**DIRECTIONS**
Count up the lines below that hold "shadow", then give that count by itself.

**RAW DATA**
----------------------------------------

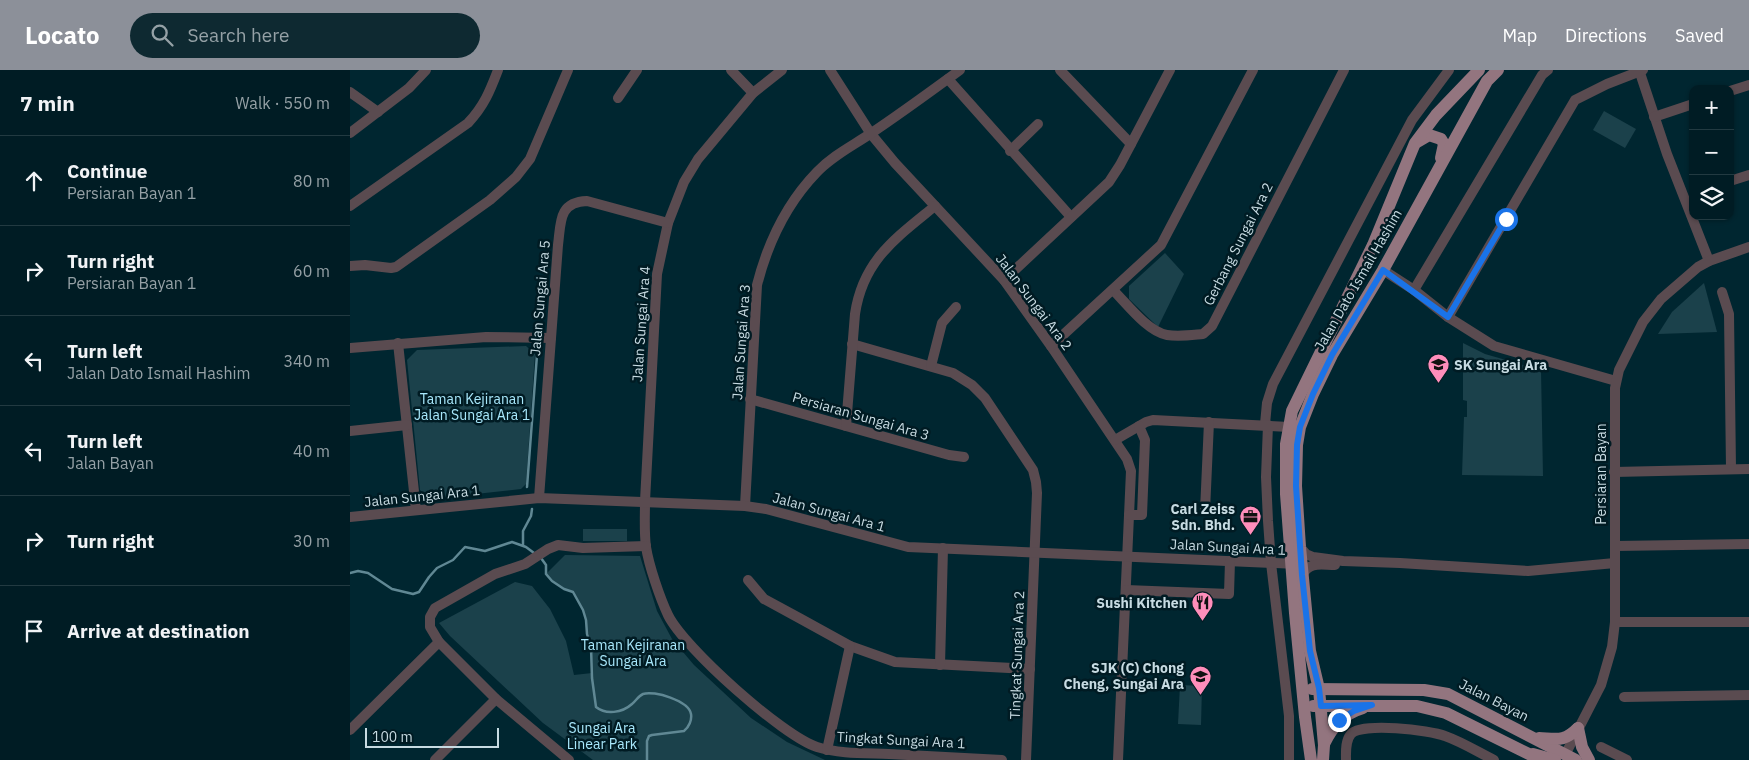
<!DOCTYPE html>
<html lang="en">
<head>
<meta charset="utf-8">
<style>
	:root { --surface:#001c24; --page:#0e2931; --text:#f1f3f6; --muted:#95a1a6; --line:#223a41; --accent:#8c9099 }
	body { margin:0; font-family:"IBM Plex Sans",sans-serif; background:var(--page); color:var(--text) }
	.controls { position:absolute; right:15px; top:15px; display:grid; overflow:hidden; border-radius:10px; box-shadow:0 1px 4px #0004 }
	.controls button { width:45px; height:45px; display:grid; place-items:center; padding:0; border:0; border-bottom:1px solid var(--line); background:var(--surface); color:var(--text); font:25px sans-serif }
	.scale { position:absolute; left:15px; bottom:12px; width:134px; box-sizing:border-box; padding-left:5px; border:2px solid #c7dbe2; border-top:0; font-size:14px; line-height:18px; white-space:nowrap; color:#c7dbe2; -webkit-text-stroke:4px #001b23; paint-order:stroke }
	.stop { position:absolute; width:15px; height:15px; margin:-11px; border:4px solid #1a73e8; border-radius:50%; background:#fff }
	.stop.end { background:#1a73e8; border-color:#fff; box-shadow:0 1px 5px #0008 }
	.list { margin:0; padding:0; list-style:none }
	h2 { display:flex; justify-content:space-between; align-items:center; height:65px; margin:0; padding:0 20px; font-size:21px }
	h2 small { font-size:16px; font-weight:400; color:var(--muted) }
	.list li { display:grid; grid-template-columns:32px 1fr auto; gap:15px; align-items:center; box-sizing:border-box; height:90px; padding:0 20px; border-top:1px solid var(--line) }
	.list b { display:block; font-size:19px; white-space:nowrap }
	.list p { margin:0; font-size:16px; white-space:nowrap; color:var(--muted) }
	.list em { font-size:16px; font-style:normal; color:var(--muted) }
	.icon { flex:none; width:28px; height:28px; fill:none; stroke:currentColor; stroke-width:2; stroke-linecap:round; stroke-linejoin:round }
	.map { position:relative; flex:none; width:1399px; height:690px; overflow:hidden }
	header { display:flex; align-items:center; gap:30px; box-sizing:border-box; height:70px; padding:0 25px; background:var(--accent); color:#fff }
	header strong { font-size:24px }
	nav { display:flex; gap:28px; margin-inline-start:auto; font-size:18px }
	.search { width:350px; height:45px; background:var(--page); display:flex; align-items:center; gap:12px; box-sizing:border-box; padding:0 18px; border-radius:28px; color:var(--muted); font-size:19px }
	main { display:flex }
	aside { flex:1; background:var(--surface) }
	.map>svg:first-child { display:block }
</style>
</head>
<body>
<header>
<strong>Locato</strong>
<div class="search"><svg class="icon" aria-label="search" viewBox="0 0 24 24"><circle cx="10" cy="10" r="6"/><path d="M15 15l6 6"/></svg>Search here</div>
<nav><a>Map</a><a>Directions</a><a>Saved</a></nav>
</header>
<main>
<aside>
<h2>7 min<small>Walk · 550 m</small></h2>
<ul class="list">
<li><svg class="icon" aria-label="ahead" viewBox="0 0 24 24"><path d="M12 20V5M6 11l6-6 6 6"/></svg><div><b>Continue</b><p>Persiaran Bayan 1</p></div><em>80 m</em></li>
<li><svg class="icon" aria-label="right" viewBox="0 0 24 24"><path d="M7 20v-9h11M14 6l5 5-5 5"/></svg><div><b>Turn right</b><p>Persiaran Bayan 1</p></div><em>60 m</em></li>
<li><svg class="icon" aria-label="left" viewBox="0 0 24 24"><path d="M17 20v-9H6M10 6l-5 5 5 5"/></svg><div><b>Turn left</b><p>Jalan Dato Ismail Hashim</p></div><em>340 m</em></li>
<li><svg class="icon" aria-label="left" viewBox="0 0 24 24"><path d="M17 20v-9H6M10 6l-5 5 5 5"/></svg><div><b>Turn left</b><p>Jalan Bayan</p></div><em>40 m</em></li>
<li><svg class="icon" aria-label="right" viewBox="0 0 24 24"><path d="M7 20v-9h11M14 6l5 5-5 5"/></svg><div><b>Turn right</b></div><em>30 m</em></li>
<li><svg class="icon" aria-label="arrive" viewBox="0 0 24 24"><path d="M6 21V4h12l-3 4 3 4H6"/></svg><div><b>Arrive at destination</b></div></li>
</ul>
</aside>
<div class="map">
<svg width="1399" height="690" viewBox="0 0 1399 690">
	<rect width="100%" height="100%" fill="#002630"/>
	<g fill="#1b414b">
		<path d="M1254 41 1286 59 1275 78 1243 60Z"/>
		<path d="M815 183 834 204 808 257 779 229V216Z"/>
		<path d="M1354 213 1367 262 1308 264 1322 242Z"/>
		<path d="M1113 273 1135 284 1191 300 1193 406 1112 405 1114 347H1117V331L1113 330Z"/>
		<path d="M176 276 185 284 176 414 171 419 80 429 70 420 57 290 67 280Z"/>
		<rect x="233" y="459" width="44" height="12"/>
		<path d="M215 485 290 486 307 541 322 569 344 595 401 648 437 672 475 690H243L193 653 100 566 89 553 165 512 182 516 200 539 216 571 224 605 242 603C242 585 237 532 221 522 219 521 216 521 214 519 207 516 201 510 196 504Z"/>
		<path d="M830 615 852 616 851 655 828 654Z"/>
	</g>
	<g fill="none" stroke-linecap="round" stroke-linejoin="round">
		<g stroke="#608894" stroke-width="2.5">
			<path d="M177 417 187 285"/>
			<path d="M173 475V461L181 446 182 439"/>
			<path d="M191 488 196 495V504L202 511 214 519 223 522 233 540 236 550 237 564 241 577 242 608 246 637C256 645 272 643 282 634 286 631 288 626 293 624 304 620 339 631 341 644 342 650 339 657 334 661L302 665 299 666 297 671V690"/>
			<path d="M0 503 8 501 18 503 42 519 63 524 69 522 79 507 87 498 103 490 115 477 135 481 162 472 176 477 184 483"/>
		</g>
		<g stroke="#5a4b50" stroke-width="10">
			<path d="M381 0 403 23"/>
			<path d="M432 0 403 23 348 89 334 112 318 153 307 204 295 431C295 446 294 462 296 477 299 496 310 528 318 545 334 578 433 666 467 677 490 684 515 683 539 684 577 686 614 688 652 690"/>
			<path d="M480 0 521 64 545 93 654 210 701 276 777 389 781 401 768 690"/>
			<path d="M710 0 781 74"/>
			<path d="M1289 0 1317 84 1359 191"/>
			<path d="M598 9 721 147"/>
			<path d="M1380 21 1399 15"/>
			<path d="M0 22 28 42"/>
			<path d="M268 28 287 0"/>
			<path d="M1304 47 1343 34"/>
			<path d="M0 63 59 18 76 0"/>
			<path d="M660 81 688 54"/>
			<path d="M1380 111 1399 105"/>
			<path d="M0 136 118 53C134 36 140 21 148 0"/>
			<path d="M0 196 15 195 41 198 46 197 140 130 166 107 180 89 218 0"/>
			<path d="M1033 200 1064 220 1098 247 1144 276 1266 311"/>
			<path d="M654 210 759 112 770 95 820 0"/>
			<path d="M763 220C777 234 798 262 817 265 829 267 842 265 853 264L862 256 994 0"/>
			<path d="M1064 220 1192 5 1198 0"/>
			<path d="M1372 222 1379 244 1381 399"/>
			<path d="M1098 247 1225 30 1257 14 1293 0"/>
			<path d="M48 273 66 440"/>
			<path d="M502 274 603 303 622 315 635 328 683 400 686 412 687 423 676 690"/>
			<path d="M701 276 811 175 903 0"/>
			<path d="M0 278 136 267 201 268"/>
			<path d="M581 296 592 253 606 237"/>
			<path d="M400 329 599 385 614 387"/>
			<path d="M915 354 917 333 923 314 1062 50 1099 0"/>
			<path d="M918 355 916 407 918 451 921 493 939 646V690"/>
			<path d="M496 356 505 244C513 190 546 168 585 136"/>
			<path d="M0 361 57 355"/>
			<path d="M765 370 796 352 803 350 939 357"/>
			<path d="M1264 402 1399 399"/>
			<path d="M189 428 208 175C211 153 208 132 237 131L318 153"/>
			<path d="M395 436 407 215C418 172 436 134 467 102 482 86 502 76 520 64 550 44 580 22 610 0"/>
			<path d="M855 441 859 352"/>
			<path d="M779 445H792L795 370 789 356"/>
			<path d="M0 447 189 428 395 436 416 439 558 477 947 494"/>
			<path d="M1265 476 1399 474"/>
			<path d="M950 477 956 484 963 487 993 491 1050 493 1178 501 1265 493"/>
			<path d="M952 505C960 491 971 495 985 495"/>
			<path d="M398 510 414 529 451 549 500 576 545 592 680 599"/>
			<path d="M776 520 879 524 880 491"/>
			<path d="M1265 552H1399"/>
			<path d="M590 595 593 478"/>
			<path d="M1274 627 1399 625"/>
			<path d="M0 660 89 572"/>
			<path d="M1251 677 1277 690"/>
			<path d="M477 680 500 576"/>
			<path d="M1215 685 1251 615 1262 577 1265 552V318L1269 300 1293 252 1311 229 1348 197 1359 191 1399 177"/>
			<path d="M85 690 146 629"/>
			<path d="M219 690 146 629 89 572 80 557V547L85 538 145 504 175 494 198 479 208 475 233 478 296 476"/>
			<path d="M996 690C996 682 995 671 1001 664 1011 652 1080 660 1095 666 1112 672 1128 682 1144 690"/>
		</g>
		<g stroke="#93757f" stroke-width="12">
			<path d="M1067 72 1079 65 1091 69 1094 74 1091 88"/>
			<path d="M962 619 1074 620 1098 624 1226 690"/>
			<path d="M963 636H1067L1096 643 1191 690"/>
			<path d="M1228 658 1232 677 1239 690"/>
			<path d="M1189 668C1208 669 1214 672 1228 658"/>
			<path d="M974 674C983 656 993 644 1013 638"/>
			<path d="M1183 684 1205 690"/>
			<path d="M961 690 955 647 945 543 936 424V374L942 341 1023 175 1065 73 1086 45 1129 0"/>
			<path d="M973 690 974 675 969 619 960 581 950 477 946 416 947 375 950 357 963 324 982 285 1033 200 1137 11 1148 0"/>
		</g>
	</g>
	<g fill="none" stroke-linecap="round" stroke-linejoin="round">
		<path stroke="#1a73e8" stroke-width="6" d="M989 650 1004 641 1022 635 971 636 969 618 960 581 952 505 946 416 947 375 950 357 963 324 982 285 1033 200 1098 247 1156 149"/>
	</g>
	<defs>
		<symbol id="school-pin" viewBox="-11 -11 22 30"><path d="M0 17L-7.5 6A9.5 9.5 0 1 1 7.5 6Z" fill="#ff8ebb" stroke="#001b23"/><path d="M0-5L7-2L0 1L-7-2ZM-4 1L0 2.5L4 1V4Q0 6-4 4Z" fill="#111"/></symbol>
		<symbol id="office-pin" viewBox="-11 -11 22 30"><path d="M0 17L-7.5 6A9.5 9.5 0 1 1 7.5 6Z" fill="#ff8ebb" stroke="#001b23"/><path d="M-6-3h4V-5.5h4V-3h4V5H-6ZM-1-4.5V-3h2v-1.5ZM-6 0V1H6V0Z" fill="#111"/></symbol>
		<symbol id="restaurant-pin" viewBox="-11 -11 22 30"><path d="M0 17L-7.5 6A9.5 9.5 0 1 1 7.5 6Z" fill="#ff8ebb" stroke="#001b23"/><path d="M-5-6h1v4h1v-4h1v4h1v-4h1v5L-1.5 .5V6h-2V.5L-5-1ZM5-6V6H3V1.5H1.5Q1.5-4 5-6Z" fill="#111"/></symbol>
	</defs>
	<g fill-rule="evenodd">
		<use href="#school-pin" x="1076" y="282" width="25" height="34"/>
		<use href="#office-pin" x="888" y="434" width="25" height="34"/>
		<use href="#restaurant-pin" x="840" y="520" width="25" height="34"/>
		<use href="#school-pin" x="838" y="594" width="25" height="34"/>
	</g>
	<g text-anchor="middle" dominant-baseline="central" stroke-width="5" stroke-linejoin="round" paint-order="stroke">
		<g font-size="14" fill="#c7dbe2" stroke="#001b23">
			<text transform="translate(888 174) rotate(-63)">Gerbang Sungai Ara 2</text>
			<text transform="translate(1008 210) rotate(-60)">Jalan Dato Ismail Hashim</text>
			<text transform="translate(190 228) rotate(-85)">Jalan Sungai Ara 5</text>
			<text transform="translate(684 232) rotate(53)">Jalan Sungai Ara 2</text>
			<text transform="translate(291 254) rotate(-86)">Jalan Sungai Ara 4</text>
			<text transform="translate(391 272) rotate(-86)">Jalan Sungai Ara 3</text>
			<text transform="translate(511 346) rotate(16)">Persiaran Sungai Ara 3</text>
			<text transform="translate(1251 404) rotate(-90)">Persiaran Bayan</text>
			<text transform="translate(72 426) rotate(-6)">Jalan Sungai Ara 1</text>
			<text transform="translate(479 442) rotate(15)">Jalan Sungai Ara 1</text>
			<text transform="translate(878 477) rotate(3)">Jalan Sungai Ara 1</text>
			<text transform="translate(667 585) rotate(-88)">Tingkat Sungai Ara 2</text>
			<text transform="translate(1144 630) rotate(27)">Jalan Bayan</text>
			<text transform="translate(551 670) rotate(3)">Tingkat Sungai Ara 1</text>
		</g>
		<g font-size="14" font-weight="bold" fill="#c7dbe2" stroke="#001b23" text-anchor="end">
			<text x="1104" y="295" text-anchor="start">SK Sungai Ara</text>
			<text x="885" y="439">Carl Zeiss<tspan x="885" dy="16">Sdn. Bhd.</tspan></text>
			<text x="837" y="533">Sushi Kitchen</text>
			<text x="834" y="598">SJK (C) Chong<tspan x="834" dy="16">Cheng, Sungai Ara</tspan></text>
		</g>
		<g font-size="14" fill="#a8e8fc" stroke="#001b23">
			<text x="122" y="329">Taman Kejiranan<tspan x="122" dy="16">Jalan Sungai Ara 1</tspan></text>
			<text x="283" y="575">Taman Kejiranan<tspan x="283" dy="16">Sungai Ara</tspan></text>
			<text x="252" y="658">Sungai Ara<tspan x="252" dy="16">Linear Park</tspan></text>
		</g>
	</g>
</svg>
<div class="controls">
<button>+</button>
<button>−</button>
<button><svg class="icon" aria-label="layers" viewBox="0 0 24 24"><path d="M12 4l9 5-9 5-9-5zM3 14l9 5 9-5"/></svg></button>
</div>
<div class="scale">100 m</div>
<div class="stop" style="left:1156px;top:149px"></div>
<div class="stop end" style="left:989px;top:650px"></div>
</div>
</main>
</body>
</html>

----------------------------------------

**WRITTEN SOLUTION**
2